En fait, ce prestige est parfois obscurci par la notoriété d’autres artistes, eux-mêmes non négligeables, mais qui sont plus coutumiers de la copie : certains éclipsent Salomon alors même qu’ils ont copié ses œuvres. Or, en ce qui concerne l’illustration d’Ovide, le « petit Bernard » comme on l’appelle parfois, a eu un rôle fondateur en fournissant, dès 1549, une série de 22 gravures sur bois pour orner les traductions des deux premiers livres des Métamorphoses par Clément Marot.

Dans la Metamorphose d’Ovide figuree, les scènes gravées n’ornent pas : elles composent une version illustrée du poème latin. Les scènes se succèdent de sorte que l’enchâssement des récits, typique de la structure de l’œuvre originale, est abandonné ; les choix faits par l’artiste produisent des « accents » nouveaux, en vertu desquels des épisodes brefs ou mineurs au sein de cette même œuvre se retrouvent ici au premier plan. Pour couvrir l’étendue des histoires, l’illustrateur, soit les décompose en plusieurs scènes, soit adopte la technique multi-narrative qui fait réunir plusieurs moments d’une histoire dans la même image.

L’histoire des filles de Cécrops, et plus particulièrement d’Aglauros châtiée par Minerve (Métamorphoses, II, 752-832), est ainsi détaillée sur plusieurs pages : la visite de la déesse à l’Envie – terrible personnification qu’Ovide prend le soin de décrire ainsi que le lieu isolé et horrifique où elle vit – fait l’objet d’une gravure à part.

Bernard Salomon, Erysichthon se mange, fol. G7v, Lyon, 1583, RRA 6 = 41.

Le texte au bas de celle-ci rappelle le contexte narratif et donne, lui, peu de place à la scène et à la créature monstrueuse.

Les derniers temps de l’histoire d’Erysichthon (Métamorphoses, VIII, 725-884) sont, quant à eux, rassemblés sur une même image qui ne contient cependant pas la toute fin, à savoir que l’impie, poursuivi par la colère de Cérès qui a déchaîné contre lui la Faim, se mange lui-même. Le poème explicite ce dénouement, tandis que la gravure déroule en trois temps le récit à partir du moment où Erysichthon vend sa fille (scène du premier plan) jusqu’à la ruse de celle-ci qui se transforme en pêcheur et abuse son maître (scène de droite au second plan) en passant par l’intervention de Neptune à qui elle a demandé de l’aide et qui lui a permis de se métamorphoser (scène de gauche au second plan).

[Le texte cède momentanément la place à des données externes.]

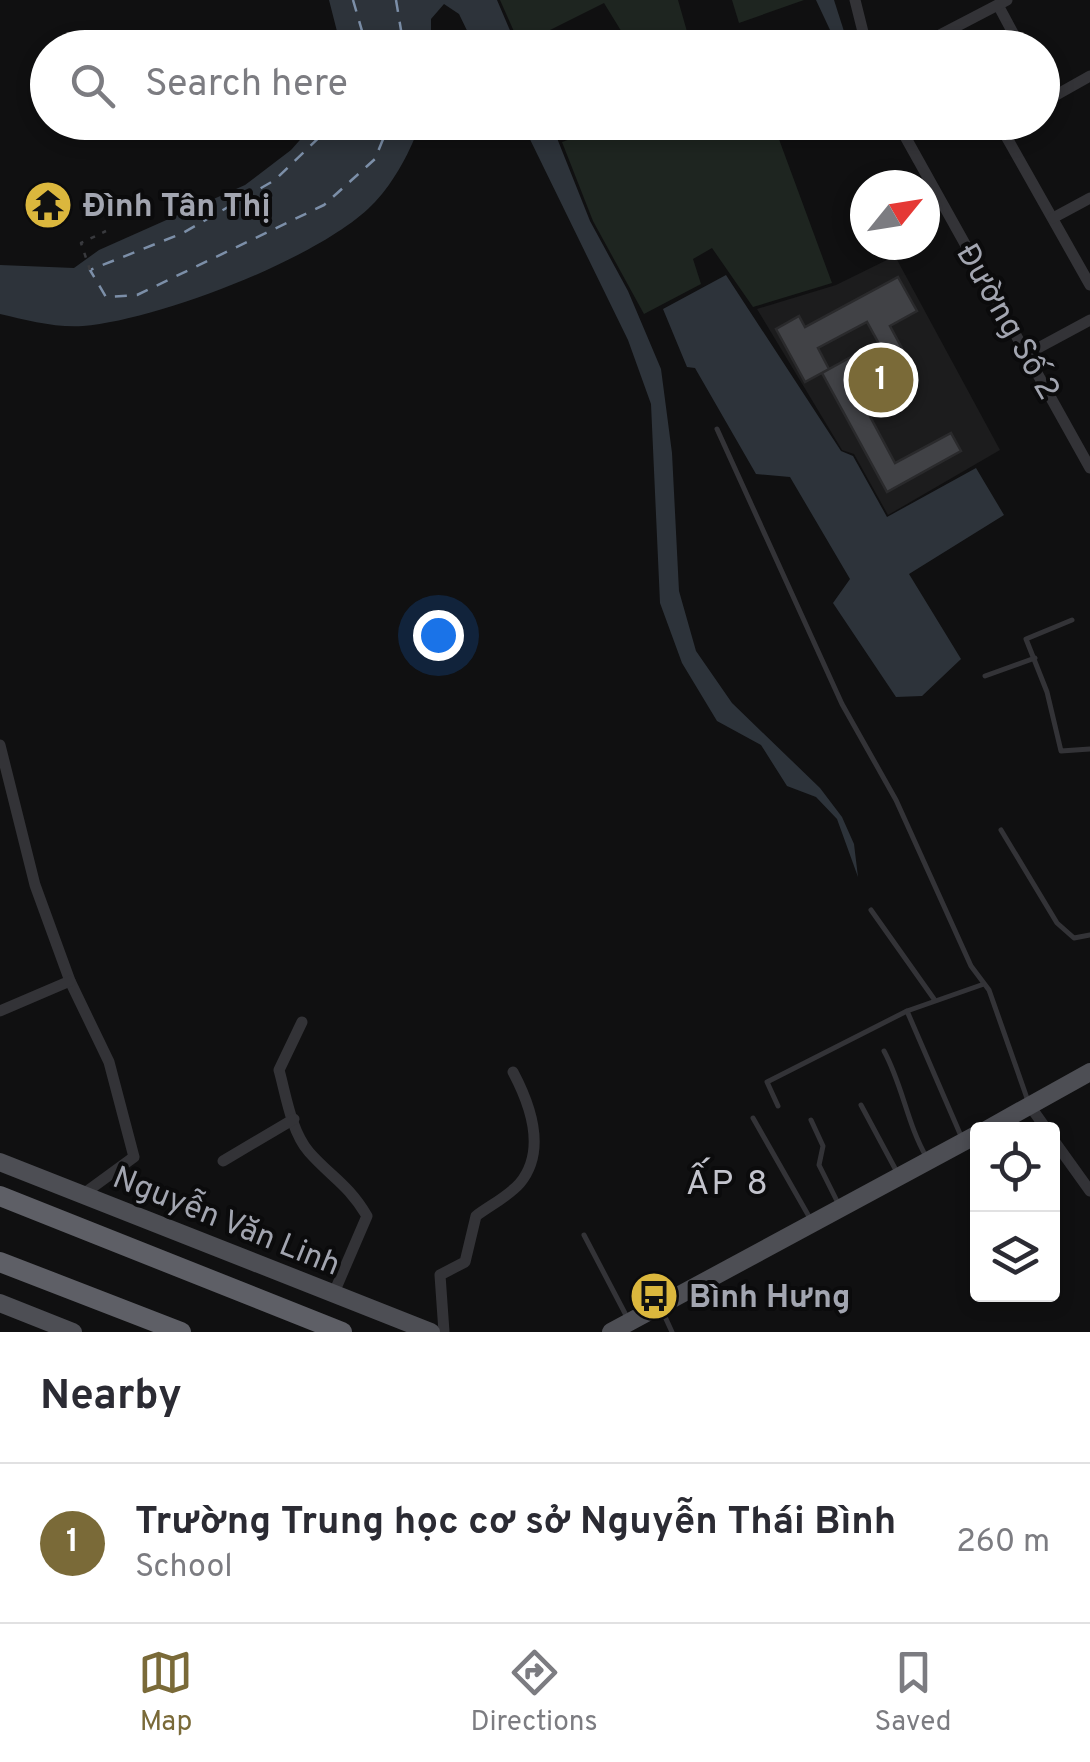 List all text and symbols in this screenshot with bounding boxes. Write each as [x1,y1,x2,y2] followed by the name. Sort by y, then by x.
[30,30,1060,140] search box
[65,58,120,113] icon: search
[145,61,348,110] text: Search here
[850,170,940,260] north arrow
[22,179,74,231] temple icon: Đình Tân Thị
[83,188,271,228] place label: Đình Tân Thị
[946,237,1068,408] street label: Đường Số 2
[848,342,914,418] pin: 1
[413,610,464,661] your location
[970,1122,1060,1302] map controls
[970,1122,1060,1212] button: locate
[106,1156,347,1287] street label: Nguyễn Văn Linh
[686,1157,770,1207] district label: ẤP 8
[970,1212,1060,1302] button: layers
[628,1270,680,1322] bus stop icon: Bình Hưng
[689,1279,851,1319] place label: Bình Hưng
[40,1371,182,1424] text: Nearby
[135,1499,896,1548] text: Trường Trung học cơ sở Nguyễn Thái Bình
[66,1523,79,1563] text: 1
[956,1523,1050,1563] text: 260 m
[135,1548,233,1588] text: School
[138,1645,193,1741] tab: Map
[470,1645,598,1741] tab: Directions
[875,1645,952,1741] tab: Saved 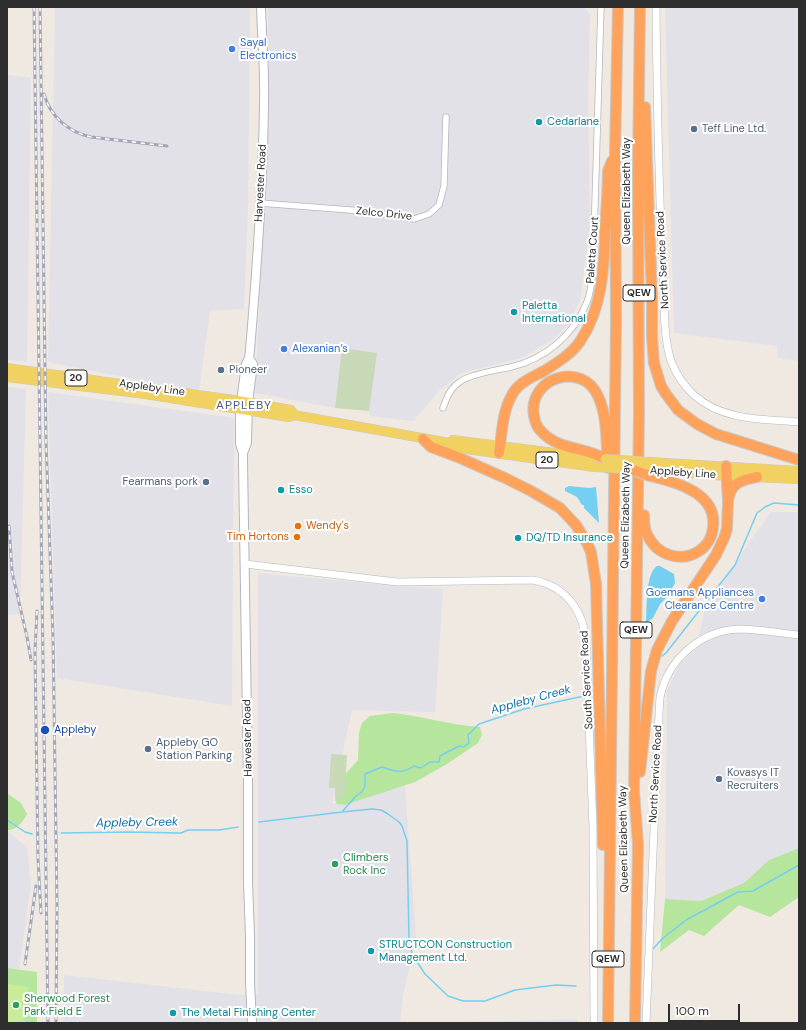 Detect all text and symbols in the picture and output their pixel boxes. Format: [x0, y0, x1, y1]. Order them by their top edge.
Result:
place label: Sayal Electronics [240, 36, 297, 62]
marker: Sayal Electronics [227, 44, 237, 54]
place label: Cedarlane [547, 115, 599, 129]
marker: Cedarlane [534, 117, 544, 127]
place label: Teff Line Ltd. [702, 122, 766, 136]
marker: Teff Line Ltd. [689, 124, 699, 134]
street label: Queen Elizabeth Way [620, 137, 634, 245]
street label: Harvester Road [252, 144, 270, 222]
street label: Zelco Drive [355, 204, 413, 224]
street label: North Service Road [654, 211, 672, 309]
street label: Paletta Court [584, 216, 602, 284]
road number: QEW [623, 285, 655, 301]
place label: Paletta International [522, 299, 586, 325]
marker: Paletta International [509, 307, 519, 317]
place label: Alexanian’s [292, 342, 348, 356]
marker: Alexanian’s [279, 344, 289, 354]
place label: Pioneer [229, 363, 267, 377]
marker: Pioneer [216, 365, 226, 375]
road number: 20 [65, 370, 87, 386]
street label: Appleby Line [118, 377, 186, 399]
district label: APPLEBY [216, 399, 272, 413]
road number: 20 [536, 452, 558, 468]
street label: Queen Elizabeth Way [618, 461, 634, 569]
street label: Appleby Line [649, 464, 717, 482]
place label: Fearmans pork [122, 475, 198, 489]
marker: Fearmans pork [201, 477, 211, 487]
place label: Esso [289, 483, 313, 497]
marker: Esso [276, 485, 286, 495]
place label: Wendy's [306, 519, 349, 533]
marker: Wendy's [293, 521, 303, 531]
place label: Tim Hortons [227, 530, 289, 544]
place label: DQ/TD Insurance [526, 531, 613, 545]
marker: Tim Hortons [292, 532, 302, 542]
marker: DQ/TD Insurance [513, 533, 523, 543]
place label: Goemans Appliances Clearance Centre [646, 586, 754, 612]
marker: Goemans Appliances Clearance Centre [757, 594, 767, 604]
road number: QEW [620, 622, 652, 638]
street label: South Service Road [578, 630, 596, 730]
water label: Appleby Creek [489, 682, 573, 718]
street label: Harvester Road [241, 699, 255, 777]
place label: Appleby [54, 723, 96, 737]
marker: Appleby [39, 724, 51, 736]
street label: North Service Road [647, 725, 665, 823]
place label: Appleby GO Station Parking [156, 736, 232, 762]
marker: Appleby GO Station Parking [143, 744, 153, 754]
place label: Kovasys IT Recruiters [727, 766, 779, 792]
marker: Kovasys IT Recruiters [714, 774, 724, 784]
street label: Queen Elizabeth Way [616, 785, 632, 893]
water label: Appleby Creek [96, 815, 178, 831]
place label: Climbers Rock Inc [343, 851, 389, 877]
marker: Climbers Rock Inc [330, 859, 340, 869]
place label: STRUCTCON Construction Management Ltd. [379, 938, 512, 964]
marker: STRUCTCON Construction Management Ltd. [366, 946, 376, 956]
road number: QEW [592, 951, 624, 967]
place label: Sherwood Forest Park Field E [24, 992, 110, 1018]
scale bar [670, 996, 742, 1022]
marker: Sherwood Forest Park Field E [11, 1000, 21, 1010]
text: 100 m [675, 1003, 709, 1019]
place label: The Metal Finishing Center [181, 1006, 316, 1020]
marker: The Metal Finishing Center [168, 1008, 178, 1018]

La Metamorphose d’Ovide figuree connut le succès escompté même si les rééditions de l’ouvrage ne furent pas très nombreuses.

La vita et la metamorfoseo d’Ovidio, pl. 80, Lyon, 1584, RRA 6 = 42.

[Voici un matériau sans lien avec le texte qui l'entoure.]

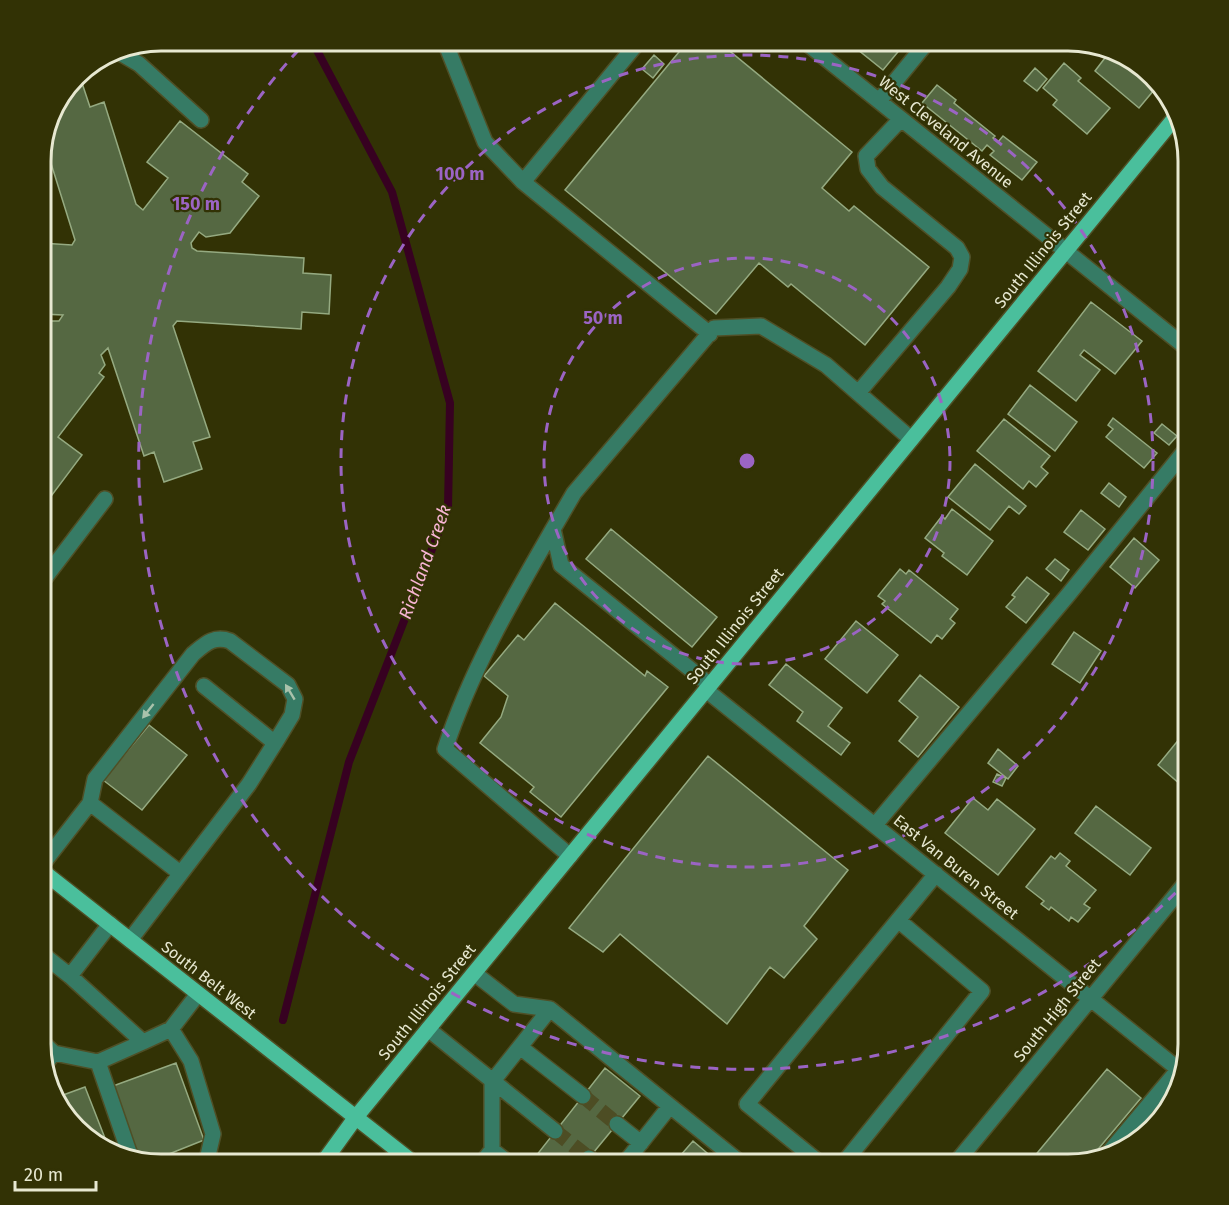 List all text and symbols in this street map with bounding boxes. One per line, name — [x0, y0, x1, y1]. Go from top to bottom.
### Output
street label: West Cleveland Avenue — [875, 72, 1017, 192]
text: 100 m — [436, 163, 484, 185]
street label: South Illinois Street — [990, 188, 1096, 312]
text: 150 m — [172, 193, 220, 215]
text: 50 m — [583, 307, 623, 329]
centre of rings — [737, 451, 757, 471]
water label: Richland Creek — [394, 502, 456, 622]
street label: South Illinois Street — [682, 564, 788, 688]
one-way arrow — [285, 683, 295, 700]
one-way arrow — [142, 703, 155, 719]
street label: East Van Buren Street — [890, 811, 1023, 923]
street label: South Belt West — [158, 937, 260, 1023]
street label: South Illinois Street — [374, 940, 480, 1064]
street label: South High Street — [1009, 954, 1105, 1066]
scale bar — [15, 1154, 96, 1192]
text: 20 m — [24, 1164, 63, 1186]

Dès 1557, Jean de Tournes avait veillé à préparer des éditions en d’autres langues que le français.

En 1559, l’Italien Gabriele Simeoni contribua à la version italienne du livre (La vita et la metamorfoseo d’Ovidio) en écrivant de nouveaux poèmes en ottava rima (huitains) pour accompagner les gravures de Salomon. Cette édition peut sembler plus achevée d’un point de vue typographique et éditorial (elle ne fut pas réalisée dans la même hâte que la première). Le livre contient en outre d’autres textes de l’auteur, notamment une dédicace à Diane de Poitiers dont il espérait la protection et une Apologie, où il justifie aussi ses choix en tant que traducteur d’Ovide.

Dans la partie proprement ovidienne de l’ouvrage, quelques modifications ont été apportées par rapport à l’édition en français de 1557 : il s’agit surtout de l’ajout de seize pages et, sur celles-ci, de scènes comme la métamorphose de Nyctimène en chouette (voir Ovide, Métamorphoses, II, 566-597) ou celle des Piérides transformées en pies (voir Ovide, Métamorphoses, V, 294-315). Ces ajouts ne se retrouvent pas dans l’édition de la Metamorphose d’Ovide figuree de 1584, dont la BIS conserve un exemplaire.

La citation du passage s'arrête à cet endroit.